__INFORMATION SHOWN__

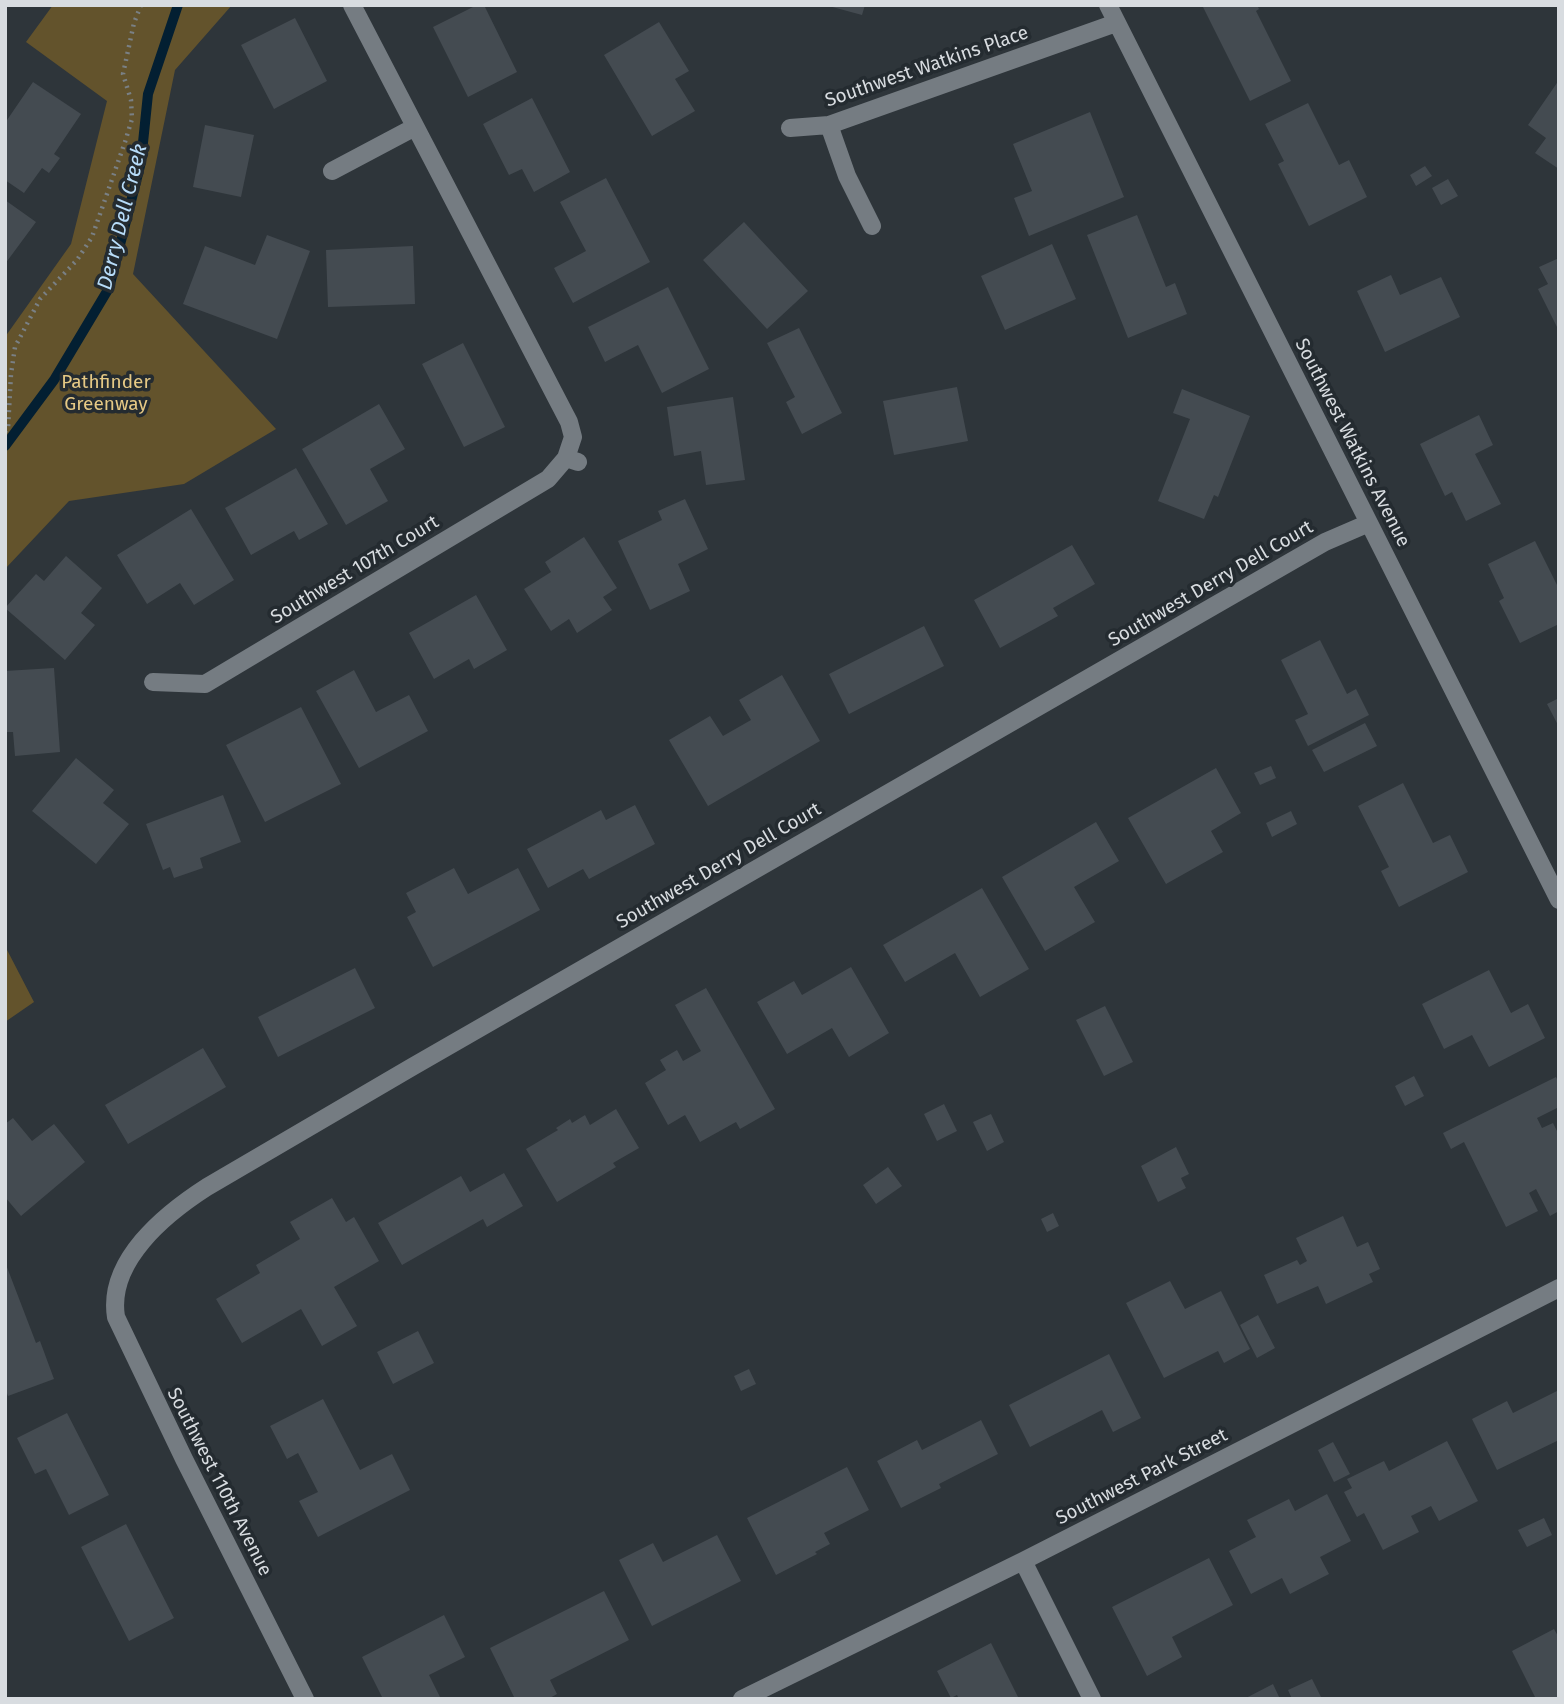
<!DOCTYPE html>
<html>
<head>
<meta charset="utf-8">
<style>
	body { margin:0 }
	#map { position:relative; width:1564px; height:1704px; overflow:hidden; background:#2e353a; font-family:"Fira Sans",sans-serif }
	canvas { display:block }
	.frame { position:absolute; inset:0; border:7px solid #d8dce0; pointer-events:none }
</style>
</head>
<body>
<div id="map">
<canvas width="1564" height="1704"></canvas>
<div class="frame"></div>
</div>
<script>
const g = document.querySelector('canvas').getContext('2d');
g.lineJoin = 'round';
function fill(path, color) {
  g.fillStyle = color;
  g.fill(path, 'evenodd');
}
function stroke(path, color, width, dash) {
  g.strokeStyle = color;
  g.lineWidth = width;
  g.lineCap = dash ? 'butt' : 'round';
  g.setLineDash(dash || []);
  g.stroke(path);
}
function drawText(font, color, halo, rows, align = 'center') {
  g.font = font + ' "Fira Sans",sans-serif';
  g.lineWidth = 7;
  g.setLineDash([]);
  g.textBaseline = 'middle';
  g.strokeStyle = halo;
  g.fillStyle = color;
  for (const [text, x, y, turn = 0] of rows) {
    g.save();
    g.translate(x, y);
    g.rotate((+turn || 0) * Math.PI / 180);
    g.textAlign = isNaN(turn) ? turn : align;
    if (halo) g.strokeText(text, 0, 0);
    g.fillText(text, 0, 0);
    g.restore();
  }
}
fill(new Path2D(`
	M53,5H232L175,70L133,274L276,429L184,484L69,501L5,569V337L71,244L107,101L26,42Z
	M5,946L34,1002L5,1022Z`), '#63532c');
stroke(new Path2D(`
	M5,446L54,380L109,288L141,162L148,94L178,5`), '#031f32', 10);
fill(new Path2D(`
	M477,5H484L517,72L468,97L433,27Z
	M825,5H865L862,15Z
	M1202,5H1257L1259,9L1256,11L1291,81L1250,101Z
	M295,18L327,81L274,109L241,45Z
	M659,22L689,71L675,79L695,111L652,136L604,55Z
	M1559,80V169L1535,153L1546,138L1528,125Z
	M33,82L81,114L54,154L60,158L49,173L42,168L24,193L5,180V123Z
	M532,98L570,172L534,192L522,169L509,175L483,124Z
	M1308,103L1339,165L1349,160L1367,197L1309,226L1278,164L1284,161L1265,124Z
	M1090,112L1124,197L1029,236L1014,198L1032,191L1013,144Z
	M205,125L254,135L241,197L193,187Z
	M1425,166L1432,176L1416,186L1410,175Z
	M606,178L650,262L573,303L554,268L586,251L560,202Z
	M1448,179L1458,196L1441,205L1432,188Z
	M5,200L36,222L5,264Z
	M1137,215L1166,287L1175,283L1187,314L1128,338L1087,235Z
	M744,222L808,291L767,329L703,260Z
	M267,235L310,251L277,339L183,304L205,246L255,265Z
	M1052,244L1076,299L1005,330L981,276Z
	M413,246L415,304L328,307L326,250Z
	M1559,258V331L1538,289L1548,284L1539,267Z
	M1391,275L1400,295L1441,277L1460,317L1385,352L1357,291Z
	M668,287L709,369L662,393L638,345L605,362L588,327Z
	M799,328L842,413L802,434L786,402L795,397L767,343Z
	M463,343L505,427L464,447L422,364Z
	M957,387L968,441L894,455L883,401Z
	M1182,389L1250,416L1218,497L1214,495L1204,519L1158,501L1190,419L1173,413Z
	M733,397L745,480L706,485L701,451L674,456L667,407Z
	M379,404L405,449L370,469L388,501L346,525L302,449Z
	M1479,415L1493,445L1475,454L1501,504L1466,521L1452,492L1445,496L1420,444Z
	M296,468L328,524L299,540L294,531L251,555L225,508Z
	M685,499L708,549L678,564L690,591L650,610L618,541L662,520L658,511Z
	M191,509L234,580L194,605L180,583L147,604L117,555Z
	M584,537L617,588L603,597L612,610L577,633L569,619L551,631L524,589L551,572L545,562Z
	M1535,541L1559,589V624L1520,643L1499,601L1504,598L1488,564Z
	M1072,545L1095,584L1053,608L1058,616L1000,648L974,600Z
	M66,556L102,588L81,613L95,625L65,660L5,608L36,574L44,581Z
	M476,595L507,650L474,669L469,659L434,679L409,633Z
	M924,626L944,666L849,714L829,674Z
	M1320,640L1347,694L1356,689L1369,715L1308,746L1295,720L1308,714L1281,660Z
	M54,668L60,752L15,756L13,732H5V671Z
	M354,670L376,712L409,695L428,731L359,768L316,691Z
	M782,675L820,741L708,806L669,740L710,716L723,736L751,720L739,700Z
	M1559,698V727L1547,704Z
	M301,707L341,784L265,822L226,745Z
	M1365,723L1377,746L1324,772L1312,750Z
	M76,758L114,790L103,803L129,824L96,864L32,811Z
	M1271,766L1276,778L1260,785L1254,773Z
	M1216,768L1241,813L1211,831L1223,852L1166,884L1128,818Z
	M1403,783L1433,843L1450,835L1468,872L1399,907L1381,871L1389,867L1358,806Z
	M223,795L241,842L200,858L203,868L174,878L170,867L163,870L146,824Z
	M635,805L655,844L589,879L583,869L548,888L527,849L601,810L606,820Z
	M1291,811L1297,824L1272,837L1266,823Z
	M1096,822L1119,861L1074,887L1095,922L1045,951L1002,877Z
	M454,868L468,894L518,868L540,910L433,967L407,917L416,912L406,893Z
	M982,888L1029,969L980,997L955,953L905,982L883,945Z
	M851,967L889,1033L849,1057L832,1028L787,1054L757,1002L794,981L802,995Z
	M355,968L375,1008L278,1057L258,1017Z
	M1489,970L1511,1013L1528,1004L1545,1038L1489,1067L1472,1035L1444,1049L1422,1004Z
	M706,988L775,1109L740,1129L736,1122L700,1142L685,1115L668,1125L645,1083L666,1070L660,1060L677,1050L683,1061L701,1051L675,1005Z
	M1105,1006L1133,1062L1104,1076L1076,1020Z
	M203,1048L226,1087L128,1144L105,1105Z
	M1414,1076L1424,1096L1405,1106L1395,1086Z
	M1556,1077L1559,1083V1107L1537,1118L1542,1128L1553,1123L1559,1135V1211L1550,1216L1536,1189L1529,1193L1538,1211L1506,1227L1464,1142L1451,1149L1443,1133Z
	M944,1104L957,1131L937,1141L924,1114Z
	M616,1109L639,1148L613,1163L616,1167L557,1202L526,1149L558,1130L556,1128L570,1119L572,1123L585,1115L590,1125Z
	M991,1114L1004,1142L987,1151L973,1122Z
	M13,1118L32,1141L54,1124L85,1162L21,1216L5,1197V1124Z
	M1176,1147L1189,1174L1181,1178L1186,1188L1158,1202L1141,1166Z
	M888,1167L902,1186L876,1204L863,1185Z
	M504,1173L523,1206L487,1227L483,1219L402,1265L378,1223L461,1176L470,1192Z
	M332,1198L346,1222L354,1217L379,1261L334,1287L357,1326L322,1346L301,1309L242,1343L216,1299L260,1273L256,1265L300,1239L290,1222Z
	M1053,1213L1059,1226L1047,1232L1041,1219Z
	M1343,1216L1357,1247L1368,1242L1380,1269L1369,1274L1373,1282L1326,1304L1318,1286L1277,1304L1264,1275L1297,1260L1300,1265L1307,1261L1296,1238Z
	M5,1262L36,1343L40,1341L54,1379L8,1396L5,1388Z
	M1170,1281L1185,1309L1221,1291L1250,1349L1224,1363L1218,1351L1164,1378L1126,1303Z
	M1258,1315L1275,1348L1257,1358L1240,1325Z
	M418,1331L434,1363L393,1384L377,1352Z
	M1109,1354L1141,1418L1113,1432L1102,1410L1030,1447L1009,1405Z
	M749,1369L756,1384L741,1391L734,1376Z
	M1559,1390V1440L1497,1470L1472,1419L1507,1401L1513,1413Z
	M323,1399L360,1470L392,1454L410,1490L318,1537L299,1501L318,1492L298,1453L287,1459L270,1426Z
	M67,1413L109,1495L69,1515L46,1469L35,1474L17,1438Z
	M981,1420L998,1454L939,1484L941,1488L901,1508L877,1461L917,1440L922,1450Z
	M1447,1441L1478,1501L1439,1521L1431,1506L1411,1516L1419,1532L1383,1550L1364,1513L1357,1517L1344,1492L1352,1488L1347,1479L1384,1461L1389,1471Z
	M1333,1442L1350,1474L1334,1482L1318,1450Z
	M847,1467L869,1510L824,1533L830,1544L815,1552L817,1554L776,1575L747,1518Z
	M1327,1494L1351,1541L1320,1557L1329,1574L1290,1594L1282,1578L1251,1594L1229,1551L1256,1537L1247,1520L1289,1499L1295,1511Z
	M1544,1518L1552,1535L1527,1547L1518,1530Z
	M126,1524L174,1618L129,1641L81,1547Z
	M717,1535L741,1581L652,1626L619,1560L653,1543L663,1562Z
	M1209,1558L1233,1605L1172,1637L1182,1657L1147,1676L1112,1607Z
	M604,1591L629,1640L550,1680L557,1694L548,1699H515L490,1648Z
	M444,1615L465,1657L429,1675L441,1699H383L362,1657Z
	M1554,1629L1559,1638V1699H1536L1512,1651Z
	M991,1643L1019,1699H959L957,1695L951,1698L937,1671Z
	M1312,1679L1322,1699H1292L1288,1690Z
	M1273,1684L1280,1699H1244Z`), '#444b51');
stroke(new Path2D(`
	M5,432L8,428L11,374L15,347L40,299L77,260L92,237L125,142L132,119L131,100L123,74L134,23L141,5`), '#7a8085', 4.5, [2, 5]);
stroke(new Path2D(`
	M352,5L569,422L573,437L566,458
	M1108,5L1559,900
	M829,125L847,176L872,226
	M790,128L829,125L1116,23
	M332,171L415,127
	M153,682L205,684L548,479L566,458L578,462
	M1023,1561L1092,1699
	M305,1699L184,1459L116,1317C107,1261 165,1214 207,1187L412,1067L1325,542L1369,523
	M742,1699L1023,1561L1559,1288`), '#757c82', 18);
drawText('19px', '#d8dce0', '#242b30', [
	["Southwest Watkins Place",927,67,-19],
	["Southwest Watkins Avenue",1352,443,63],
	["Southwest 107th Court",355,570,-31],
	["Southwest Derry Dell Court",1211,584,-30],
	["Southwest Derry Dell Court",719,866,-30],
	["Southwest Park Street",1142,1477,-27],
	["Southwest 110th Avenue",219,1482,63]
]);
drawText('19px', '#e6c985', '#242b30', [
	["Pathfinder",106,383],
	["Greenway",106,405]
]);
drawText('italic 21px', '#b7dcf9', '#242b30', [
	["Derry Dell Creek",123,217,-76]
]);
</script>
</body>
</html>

__EXERCISE INSTRUCTIONS__
Leave out the pictures. Transcribe only the lines above, from the first through the one that contains "M5,200L36,222L5,264Z".

__RESULT BELOW__
<!DOCTYPE html>
<html>
<head>
<meta charset="utf-8">
<style>
	body { margin:0 }
	#map { position:relative; width:1564px; height:1704px; overflow:hidden; background:#2e353a; font-family:"Fira Sans",sans-serif }
	canvas { display:block }
	.frame { position:absolute; inset:0; border:7px solid #d8dce0; pointer-events:none }
</style>
</head>
<body>
<div id="map">
<canvas width="1564" height="1704"></canvas>
<div class="frame"></div>
</div>
<script>
const g = document.querySelector('canvas').getContext('2d');
g.lineJoin = 'round';
function fill(path, color) {
  g.fillStyle = color;
  g.fill(path, 'evenodd');
}
function stroke(path, color, width, dash) {
  g.strokeStyle = color;
  g.lineWidth = width;
  g.lineCap = dash ? 'butt' : 'round';
  g.setLineDash(dash || []);
  g.stroke(path);
}
function drawText(font, color, halo, rows, align = 'center') {
  g.font = font + ' "Fira Sans",sans-serif';
  g.lineWidth = 7;
  g.setLineDash([]);
  g.textBaseline = 'middle';
  g.strokeStyle = halo;
  g.fillStyle = color;
  for (const [text, x, y, turn = 0] of rows) {
    g.save();
    g.translate(x, y);
    g.rotate((+turn || 0) * Math.PI / 180);
    g.textAlign = isNaN(turn) ? turn : align;
    if (halo) g.strokeText(text, 0, 0);
    g.fillText(text, 0, 0);
    g.restore();
  }
}
fill(new Path2D(`
	M53,5H232L175,70L133,274L276,429L184,484L69,501L5,569V337L71,244L107,101L26,42Z
	M5,946L34,1002L5,1022Z`), '#63532c');
stroke(new Path2D(`
	M5,446L54,380L109,288L141,162L148,94L178,5`), '#031f32', 10);
fill(new Path2D(`
	M477,5H484L517,72L468,97L433,27Z
	M825,5H865L862,15Z
	M1202,5H1257L1259,9L1256,11L1291,81L1250,101Z
	M295,18L327,81L274,109L241,45Z
	M659,22L689,71L675,79L695,111L652,136L604,55Z
	M1559,80V169L1535,153L1546,138L1528,125Z
	M33,82L81,114L54,154L60,158L49,173L42,168L24,193L5,180V123Z
	M532,98L570,172L534,192L522,169L509,175L483,124Z
	M1308,103L1339,165L1349,160L1367,197L1309,226L1278,164L1284,161L1265,124Z
	M1090,112L1124,197L1029,236L1014,198L1032,191L1013,144Z
	M205,125L254,135L241,197L193,187Z
	M1425,166L1432,176L1416,186L1410,175Z
	M606,178L650,262L573,303L554,268L586,251L560,202Z
	M1448,179L1458,196L1441,205L1432,188Z
	M5,200L36,222L5,264Z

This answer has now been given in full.